「ロボット半額」時代の到来を予測/サイベックコーポレーション
減速機市場に本格参入
減速機にコストダウンの動き
サイベックはロボットでの採用を目指して開発を続けている。
サイベックで技術開発を担うバリューテクノロジー(VT)研究所の白鳥達也主幹技師は「ロボット本体の原価で、減速機が占める割合が非常に高い。一カ所の関節で2個使うとすると、6軸なら減速機が12個必要。減速機の仕様にもよるが、仮に1つ10万円としても6軸なら120万円。小型のロボットなら本体価格は200万円から300万円ぐらい。ロボット価格の半分近くを占めるのが減速機」と解説する。実際の導入には、ロボット本体の他にハンドなどの周辺機器が必要で、そこにも相応のコストがかかる。
「だからこそ減速機はコストダウンの取り組みが進む」と田中健一主幹技師は捕捉する。
産業用ロボットの用途の中には、搬送など高い位置決め精度が求められない作業もある。また人の作業を補助するパワードスーツや各種サービスロボットなども今後ますます増えていく。

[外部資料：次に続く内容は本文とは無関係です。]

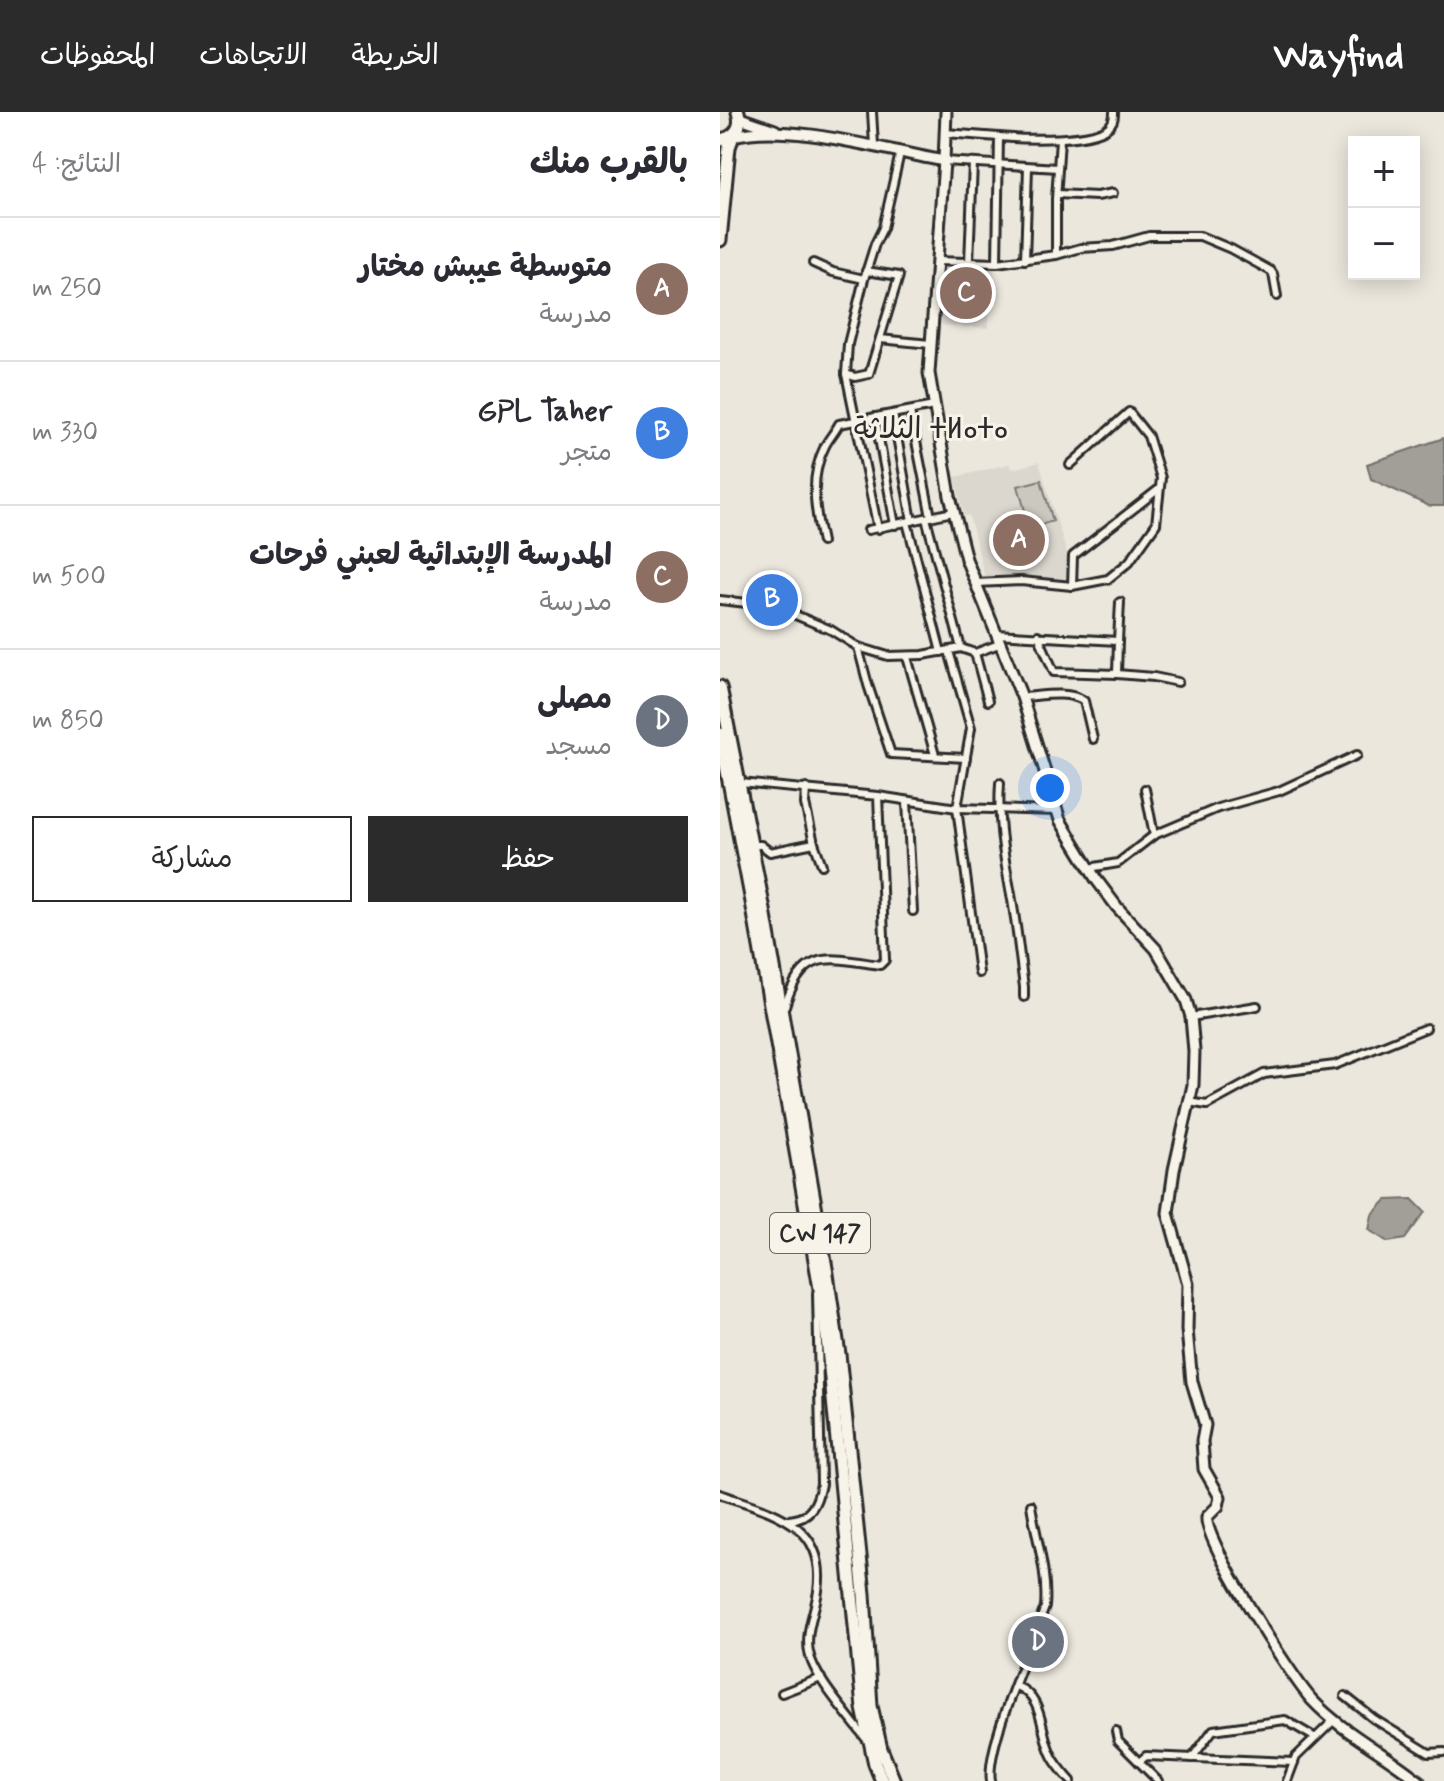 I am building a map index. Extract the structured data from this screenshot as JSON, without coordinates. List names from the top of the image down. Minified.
{"streets":{"highway":["CW 147"]},"districts":["الثلاثة ⵜⵍⴰⵜⴰ"],"page":{"header":"Wayfind","nav":["الخريطة","الاتجاهات","المحفوظات"],"heading":["بالقرب منك","النتائج: 4"],"map_buttons":["+","−"],"list":[{"mark":"A","name":"متوسطة عيبش مختار","note":"مدرسة","value":"250 m"},{"mark":"B","name":"GPL Taher","note":"متجر","value":"330 m"},{"mark":"C","name":"المدرسة الإبتدائية لعبني فرحات","note":"مدرسة","value":"500 m"},{"mark":"D","name":"مصلى","note":"مسجد","value":"850 m"}],"pins":["C","A","B","D"],"buttons":["حفظ","مشاركة"]}}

これらのロボットに使われる減速機は全て、切削加工した歯車を組み合わせたもの。高い位置決め精度が求められない製品にも、切削加工で作られた高精度だが高価な減速機が使われているのが現状だ。
現在のロボット用減速機は高精度で、歯車同士のすき間が限りなくゼロに近い。ロボットに組み込んだ時に、高い位置決め精度を実現できる。しかし、切削加工で製作する歯車は価格が高く、減速機そのものも重い。
「切削加工では、これ以上のコストダウンは無理でしょう」と白鳥主幹技師。減速機に求められる精度はそれぞれだが「高精度だが高価な物しかないので使わざるを得ないのが現状」と田中主幹技師は話す。

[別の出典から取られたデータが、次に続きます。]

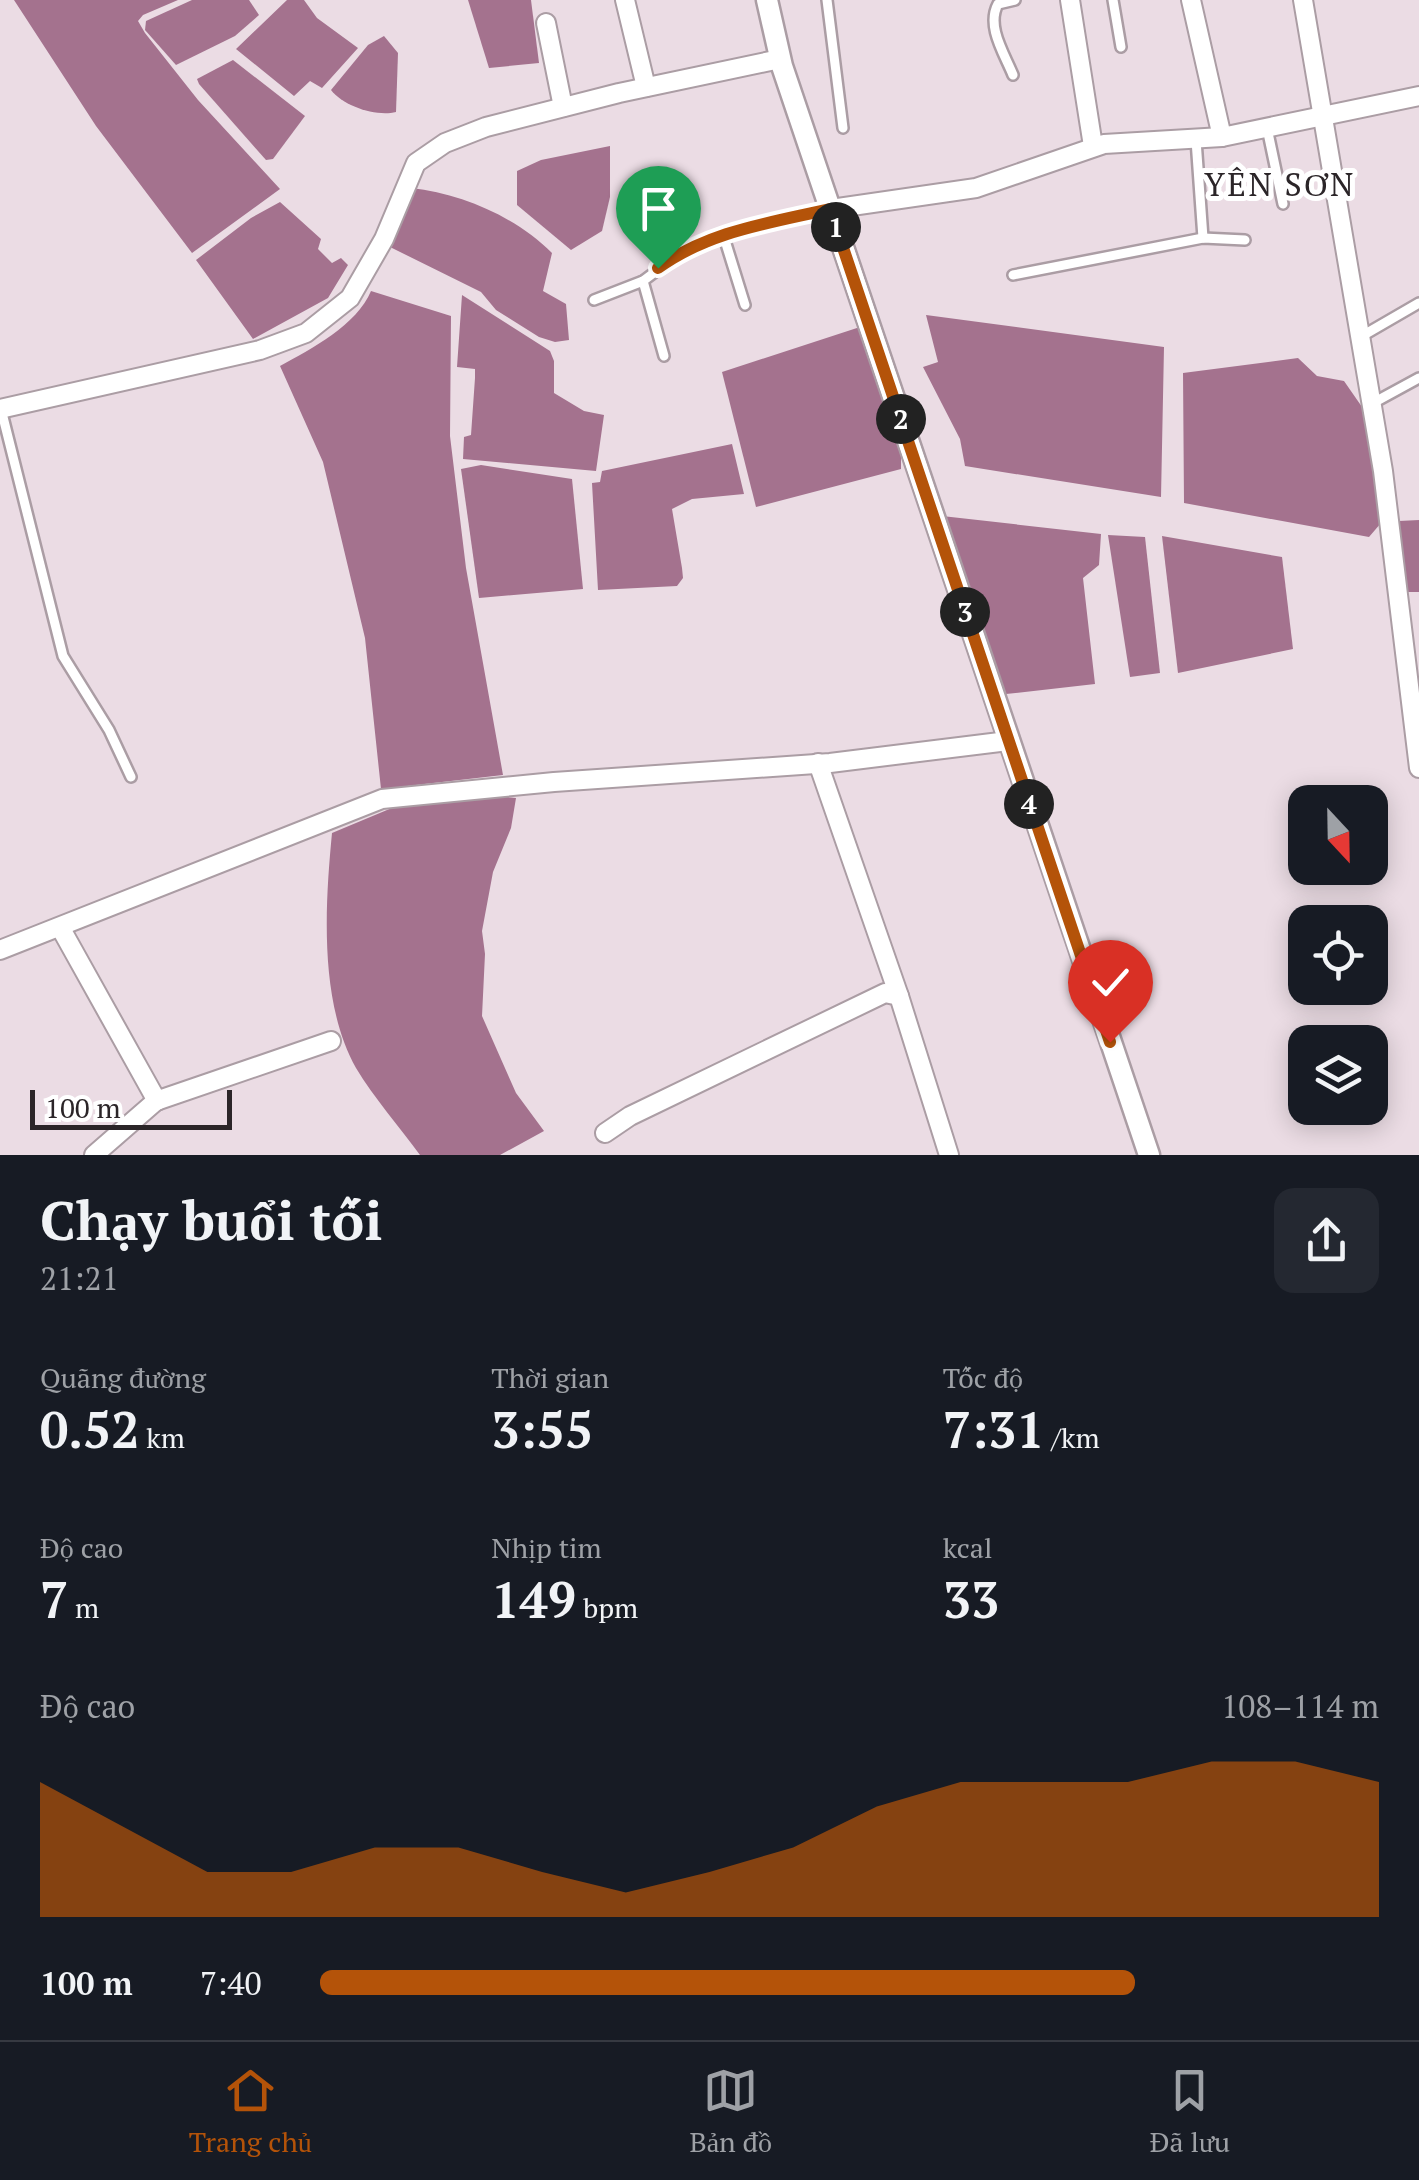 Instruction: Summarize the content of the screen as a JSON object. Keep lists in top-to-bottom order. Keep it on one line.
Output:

サイベックはここに目を付けた。得意の金型技術とプレス加工の技術で歯車を作り、組み立てて減速機を製造できないか?
独自の歯型で特許も
サイベックの減速機は、「サイクロイド歯車」と呼ばれる歯形形状の歯車を組み合わせた、サイクロイド型減速機。独自の歯形で特許も取得している。サイクロイド歯車は、通常の歯車加工機では加工しにくい形状だ。
「プレス加工による歯車の製造コストは、切削加工した歯車の10分の1。仕様にもよるが、減速機の価格は半分から3分の1になる。他の部分でもコストダウンが進めば、ロボットの本体価格を従来の半額にすることも可能。プレス加工では、熱処理した後に仕上げ加工をしない分、歯車としての精度は劣る。それでも減速機の性能への影響が小さくなるような歯形形状を研究して開発した。導入事例の多いハーモニクス型に求められる精度と同じ土俵で勝負しても仕方がない。ハーモニクス型のような高機能減速機と、汎用減速機の間の市場を狙う」と白鳥主幹技師は語る。

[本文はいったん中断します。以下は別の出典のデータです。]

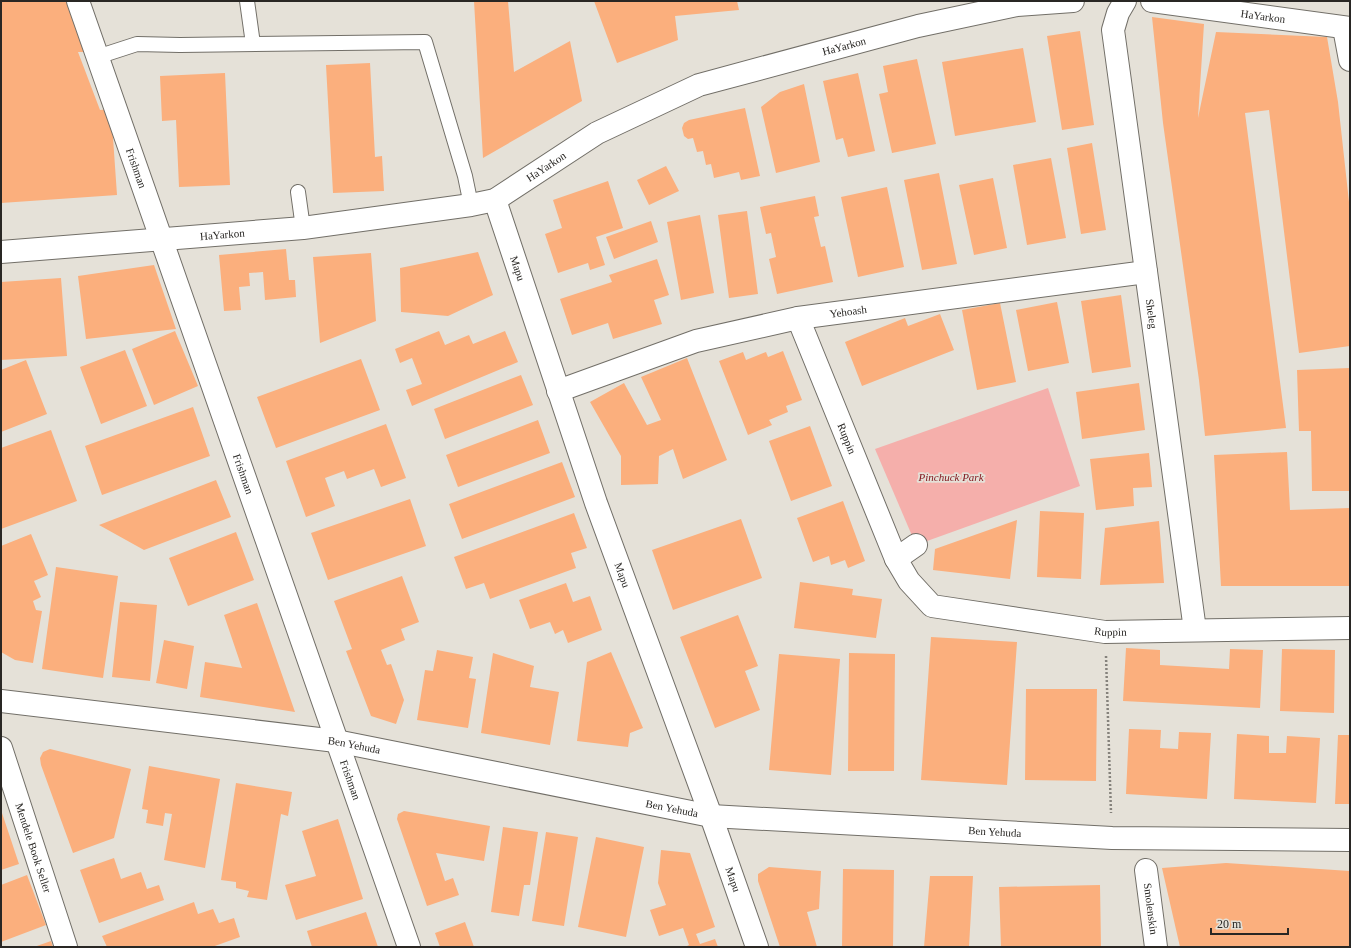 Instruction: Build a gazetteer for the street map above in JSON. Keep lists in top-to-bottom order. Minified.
{"streets":{"street":["HaYarkon","Frishman","Mapu","Yehoash","Sheleg","Ruppin","Ben Yehuda","Mendele Book Seller","Smolenskin"]},"crossings":[["HaYarkon","Frishman"],["HaYarkon","Mapu"],["Frishman","Ben Yehuda"],["Mapu","Yehoash"],["Mapu","Ben Yehuda"],["Yehoash","Sheleg"],["Yehoash","Ruppin"],["Sheleg","Ruppin"]],"parks":["Pinchuck Park"],"scale_bar":"20 m"}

プレス加工したサイクロイド歯車で構成する減速機は薄く、コンパクトにできるのが特徴。高い減速比で何よりも低コストに抑えられる。
サイベックは2018年に、VT研究所内にプロジェクトを立ち上げ、自社ブランドでサイクロイド減速機の標準化を目ざして取り組む。減速機として組み上げたものを自社で評価できるよう、評価装置も導入した。
「既に個別の特注案件では試作品を作っており、昨年12月の『2019国際ロボット展(iREX2019)』にも出展して評価を得られた。今年から標準品を市場に出したい」と白鳥主幹技師は語る。
すでに産業用ロボットメーカーからも引き合いがあり、コストダウンした減速機の需要は高いと見る。
「現在主流の産業用ロボットはピラミッドの頂点だが、出荷数も限られる。頂点より少し下の、コンパクトサイズで安価なロボットや、自動搬送など簡易な用途のロボットの需要は今後ますます増える。そこを狙いたい」と白鳥主幹技師は期待を込める。